He reminded Tory of a circus performer as he hung there by one arm, swinging in a slow pendulum motion. The cable tow halted as Garth cleared the landing stage outside the airlock. He dropped off the hanging strap, sending the tow unit back for the next rider. A few seconds later, he disappeared through the airlock.

Tory was next to ride the tow into the black sky. She, too, sent the unit back before palming the airlock control. The outer door opened, she stepped over the raised coaming, and closed the door behind her. A few seconds later, she was buffeted by a brisk wind as air refilled the lock. A green light illuminated overhead, signifying that it was now safe to open the inner door

She found Garth in the airlock anteroom. He was already half out of his suit. He waited until she removed her helmet and let it drop to the length of its safety lanyard.

“Ready to go to work?”

“Ready.”

“As soon as you’ve stowed your suit, get up to the control room and start the diagnostic routines. I want continuous health monitoring on all systems from now to launch. If anything is going to go wrong, I’d rather have it happen while we’re still tied to this big rock.”

“Right.”

She stripped off her suit and slipped into the shipsuit that would be standard apparel for the next three years. To her surprise, Van Zandt did not attempt to watch her. For ten long seconds, both of them rubbed shoulder blades in their underwear as they studiously ignored one another. Tory finished dressing just as the third member of their party entered from the airlock. She waited until he, too, had removed his helmet.

“You must be Professor Guttieriz. I’m Victoria Bronson, Chief Engineer.”

“Hello, Miss Bronson,” he said as he shook hands with her. “Since we’re going to be together for quite some time, perhaps you should call me Eli.”

“I’m Tory. Sorry I wasn’t here to greet you when you got in.”

“No problem. I understand you were on Mars.”

She nodded. “A little rest and relaxation prior to heading out.”

He laughed. “It’s been a lifelong ambition of mine to see Mars. Here I am and I will not have the opportunity. Oh well, another time.”

“Kit still has to cycle through,” Garth warned. The suiting chamber was the size of a comm booth and one more person would cause it to overflow.

“On my way, Captain. I’ll see you later, Eli.” As she moved through the middle sphere’s circumferential passageway, she willed her implant to connect with the
Starhopper
computer just beyond the steel bulkhead. She immediately received the connect tone signifying that the link between herself and the computers was operating properly.

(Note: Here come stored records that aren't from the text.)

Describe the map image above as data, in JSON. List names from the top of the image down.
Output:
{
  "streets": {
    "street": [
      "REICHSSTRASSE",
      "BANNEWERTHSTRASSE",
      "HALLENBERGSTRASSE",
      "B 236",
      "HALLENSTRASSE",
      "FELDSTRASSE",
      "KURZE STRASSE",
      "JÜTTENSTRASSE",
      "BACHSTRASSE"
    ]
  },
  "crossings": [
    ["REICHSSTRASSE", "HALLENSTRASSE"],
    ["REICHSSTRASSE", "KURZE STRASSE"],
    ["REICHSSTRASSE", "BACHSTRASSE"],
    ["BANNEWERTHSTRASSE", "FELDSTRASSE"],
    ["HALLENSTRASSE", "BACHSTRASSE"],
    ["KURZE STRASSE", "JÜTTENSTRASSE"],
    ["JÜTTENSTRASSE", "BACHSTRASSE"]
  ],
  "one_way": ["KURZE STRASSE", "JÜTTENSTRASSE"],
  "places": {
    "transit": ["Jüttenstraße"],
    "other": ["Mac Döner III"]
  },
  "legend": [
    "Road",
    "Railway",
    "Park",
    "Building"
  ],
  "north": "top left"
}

Tory pulled herself hand over hand to the axis passageway and from there up into the topmost of the ship’s three spherical modules. It was from the upper sphere that
Austria
was controlled. Besides the control room, it contained a wardroom, the converted bunkroom, and four tiny crew cabins. Each spherical module had an independent life support system able to sustain life for long periods in an emergency. The control module, however, had the amenities that would make the voyage bearable.

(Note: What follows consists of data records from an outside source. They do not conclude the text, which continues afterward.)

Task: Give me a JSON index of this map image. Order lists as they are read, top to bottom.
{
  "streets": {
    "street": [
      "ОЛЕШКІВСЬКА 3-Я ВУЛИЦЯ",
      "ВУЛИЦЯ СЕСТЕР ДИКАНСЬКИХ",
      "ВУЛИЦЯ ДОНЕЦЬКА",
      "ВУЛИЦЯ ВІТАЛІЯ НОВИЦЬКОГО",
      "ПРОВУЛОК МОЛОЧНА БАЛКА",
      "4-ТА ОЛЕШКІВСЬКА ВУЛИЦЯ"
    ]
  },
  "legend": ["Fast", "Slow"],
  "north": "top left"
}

Tory noted that her meager luggage had been delivered and secured in her cabin. She swarmed through the axis passageway to the control room where she maneuvered herself into one of two acceleration couches. She drew a safety belt across her midsection and to loosely restrain herself. She then swung the engineer’s console over the couch and activated it.

The console lit up with a satisfyingNO ANOMALIESmessage as she began turning on the health monitoring subroutines. She watched the progress of the self-test software in her mind as it began exercising each system. It took the better part of an hour for the health monitors to run completely through a single cycle. She was hard at work on the third such when Kit Claridge poked her chubby features through the hatch.

“Lunch!”

Tory blinked. As was normal while under the influence of her implant, she had lost track of the time. That was a difficult concept for non-implant wearers to understand since the implant time signal was accurate to the microsecond. Yet, knowing the time is not the same as being aware that time has passed. For that Tory consulted her stomach, which agreed that lunch was overdue.

#

Twelve days later, Tory was again strapped into her acceleration couch. This time she was using all of the available restraints, including the ankle loops that kept her legs from flopping around.
Starhopper
was no longer tied to Phobos. All cables and other ground connections had been removed following fueling of the booster.

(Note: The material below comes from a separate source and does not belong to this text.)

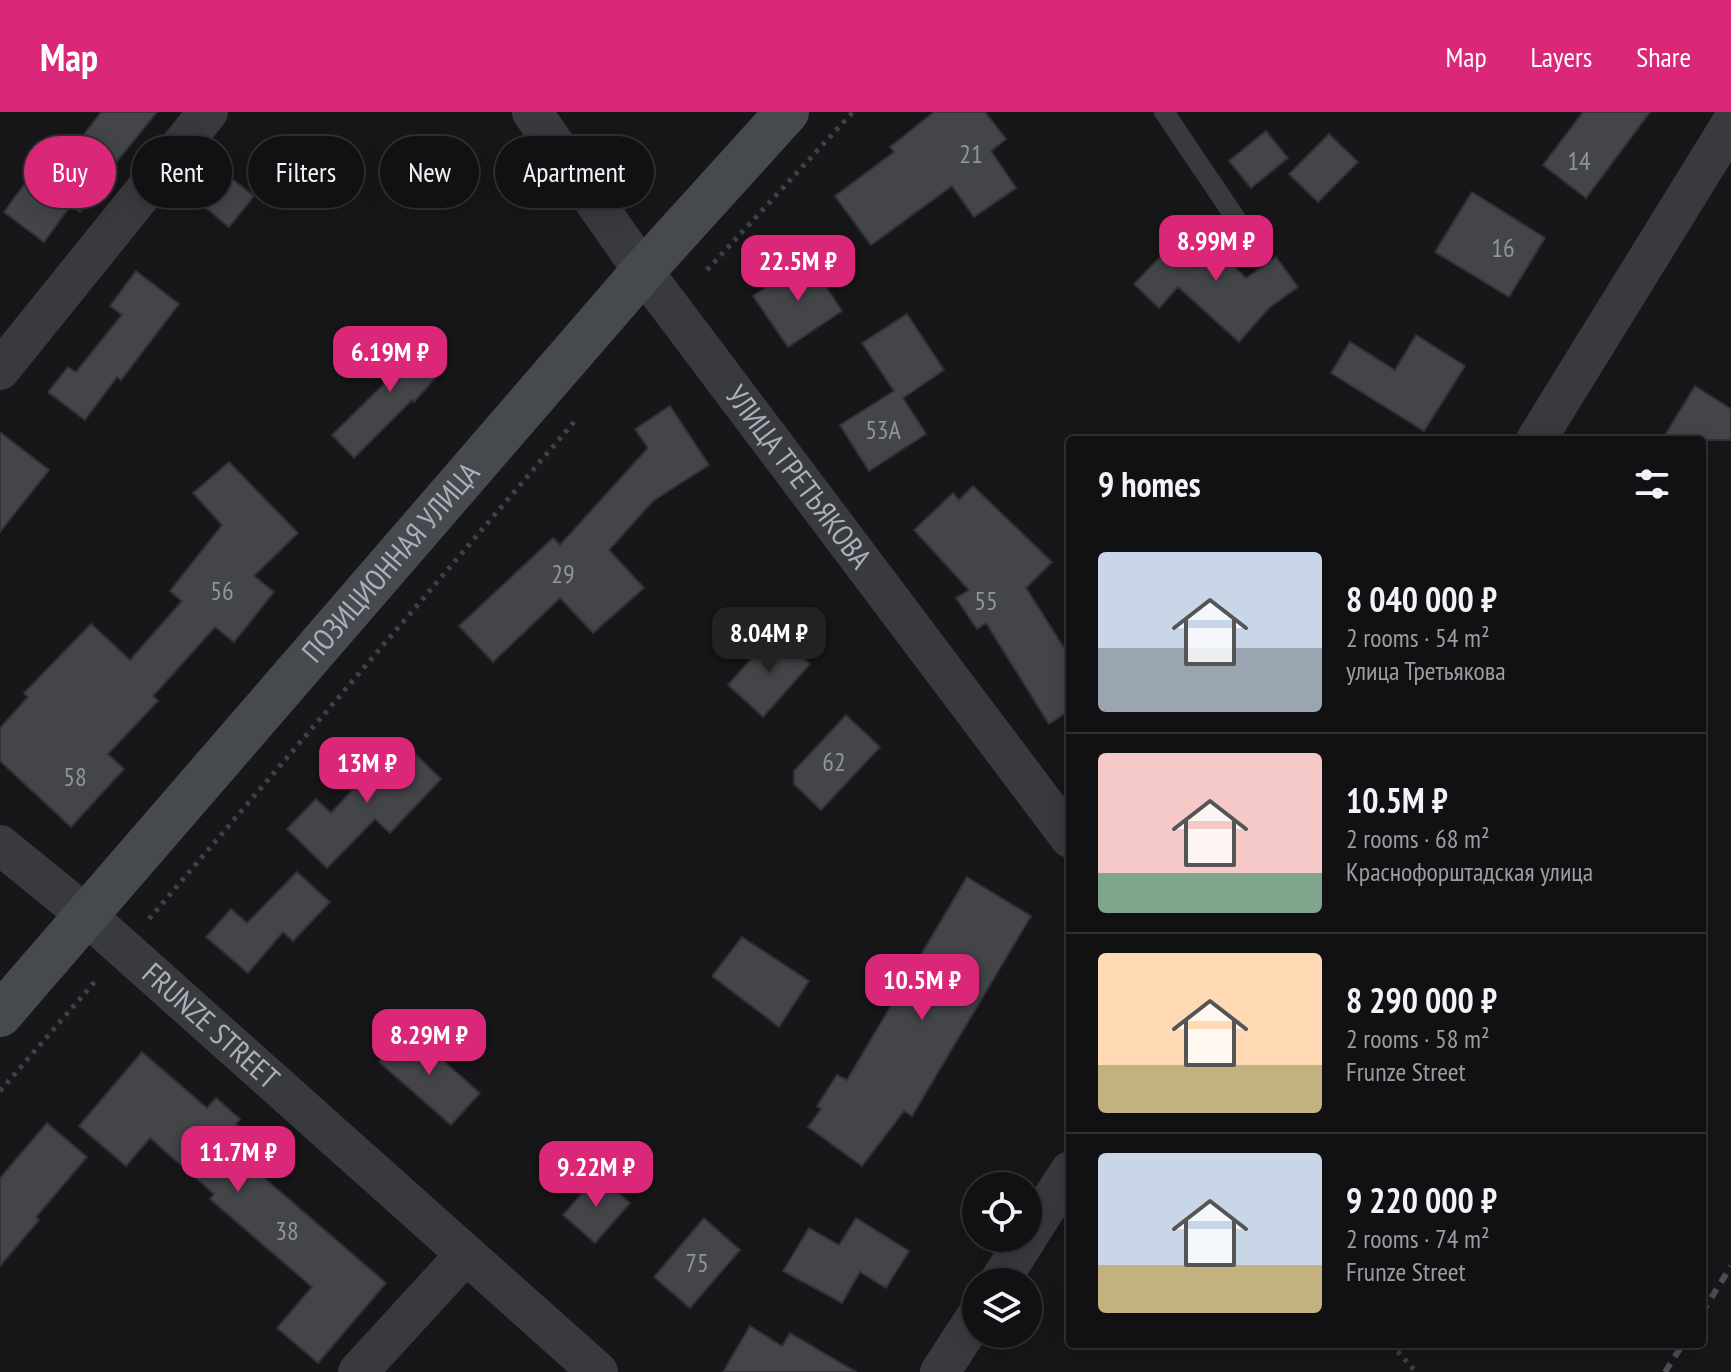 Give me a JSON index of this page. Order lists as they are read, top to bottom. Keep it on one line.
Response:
{"streets":{"street":["УЛИЦА ТРЕТЬЯКОВА","ПОЗИЦИОННАЯ УЛИЦА","FRUNZE STREET"]},"crossings":[["УЛИЦА ТРЕТЬЯКОВА","ПОЗИЦИОННАЯ УЛИЦА"],["ПОЗИЦИОННАЯ УЛИЦА","FRUNZE STREET"]],"house_numbers":["21","14","16","53А","29","56","55","62","58","38","75"],"page":{"header":"Map","nav":["Map","Layers","Share"],"chip":["Buy","Rent","Filters","New","Apartment"],"price":["8.99M ₽","22.5M ₽","6.19M ₽","8.04M ₽","13M ₽","10.5M ₽","8.29M ₽","11.7M ₽","9.22M ₽"],"heading":"9 homes","list":[{"name":"8 040 000 ₽","note":"2 rooms · 54 m² · улица Третьякова"},{"name":"10.5M ₽","note":"2 rooms · 68 m² · Краснофорштадская улица"},{"name":"8 290 000 ₽","note":"2 rooms · 58 m² · Frunze Street"},{"name":"9 220 000 ₽","note":"2 rooms · 74 m² · Frunze Street"}]}}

“Launch status check, Engineer!” Garth ordered from the couch next to Tory’s. All trace of the friendly banter he had cultivated over the past six weeks was gone. He was now a ship’s captain facing the most critical moment in any flight — liftoff!

“We are ready, Captain,” Tory responded as she finished checking the booster’s status via her implant, and scanned the readouts on the main viewscreen.

“Very well,” Van Zandt replied. “Pass control to the ship’s computer. Let us see what the brain can do. Monitor and be prepared to override.”

“Aye, sir.”

Down in
Austria
’s hold, the twin electronic brains came fully awake and began their own pre-launch checks. They polled the health of thousands of mechanisms, and then compared notes. The booster’s 24 oversize reaction mass tanks were filled with slush hydrogen as ten kilograms of antiprotons orbited in the booster’s four magnetic confinement tori.
Starhopper
’s mass had increased by more than 100,000 tons over the past forty eight hours, and the additional inertia would make the booster/corvette combination response to commands sluggish. The additional inertia of all that reaction mass made it especially critical that everything work properly on lift off.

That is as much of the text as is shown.